# GIVEN ENTRIES
--- START ---

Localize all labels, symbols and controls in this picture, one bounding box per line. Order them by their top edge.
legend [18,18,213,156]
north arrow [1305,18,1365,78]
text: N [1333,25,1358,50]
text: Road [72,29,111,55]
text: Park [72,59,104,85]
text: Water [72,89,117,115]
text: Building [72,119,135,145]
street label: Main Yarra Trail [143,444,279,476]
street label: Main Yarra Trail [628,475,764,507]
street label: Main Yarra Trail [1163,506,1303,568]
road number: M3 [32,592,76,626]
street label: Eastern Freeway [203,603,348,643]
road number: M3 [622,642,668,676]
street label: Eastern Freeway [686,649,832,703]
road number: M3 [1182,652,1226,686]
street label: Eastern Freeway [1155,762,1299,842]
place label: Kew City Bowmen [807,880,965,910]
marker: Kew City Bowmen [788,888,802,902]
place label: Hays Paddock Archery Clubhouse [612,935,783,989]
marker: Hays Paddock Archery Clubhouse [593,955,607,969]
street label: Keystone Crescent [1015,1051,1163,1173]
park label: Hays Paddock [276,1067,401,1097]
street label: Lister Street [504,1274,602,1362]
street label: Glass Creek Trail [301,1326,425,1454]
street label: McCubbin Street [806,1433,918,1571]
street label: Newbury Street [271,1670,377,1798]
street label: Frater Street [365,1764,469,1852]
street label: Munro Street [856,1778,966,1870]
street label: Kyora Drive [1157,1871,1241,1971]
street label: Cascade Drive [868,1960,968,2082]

--- END ---

# WHAT TO WORK ON
Retype the listing exactly, in full.

# RESPONSE TO THE EXERCISE
Localize all labels, symbols and controls in this picture, one bounding box per line. Order them by their top edge.
legend [18,18,213,156]
north arrow [1305,18,1365,78]
text: N [1333,25,1358,50]
text: Road [72,29,111,55]
text: Park [72,59,104,85]
text: Water [72,89,117,115]
text: Building [72,119,135,145]
street label: Main Yarra Trail [143,444,279,476]
street label: Main Yarra Trail [628,475,764,507]
street label: Main Yarra Trail [1163,506,1303,568]
road number: M3 [32,592,76,626]
street label: Eastern Freeway [203,603,348,643]
road number: M3 [622,642,668,676]
street label: Eastern Freeway [686,649,832,703]
road number: M3 [1182,652,1226,686]
street label: Eastern Freeway [1155,762,1299,842]
place label: Kew City Bowmen [807,880,965,910]
marker: Kew City Bowmen [788,888,802,902]
place label: Hays Paddock Archery Clubhouse [612,935,783,989]
marker: Hays Paddock Archery Clubhouse [593,955,607,969]
street label: Keystone Crescent [1015,1051,1163,1173]
park label: Hays Paddock [276,1067,401,1097]
street label: Lister Street [504,1274,602,1362]
street label: Glass Creek Trail [301,1326,425,1454]
street label: McCubbin Street [806,1433,918,1571]
street label: Newbury Street [271,1670,377,1798]
street label: Frater Street [365,1764,469,1852]
street label: Munro Street [856,1778,966,1870]
street label: Kyora Drive [1157,1871,1241,1971]
street label: Cascade Drive [868,1960,968,2082]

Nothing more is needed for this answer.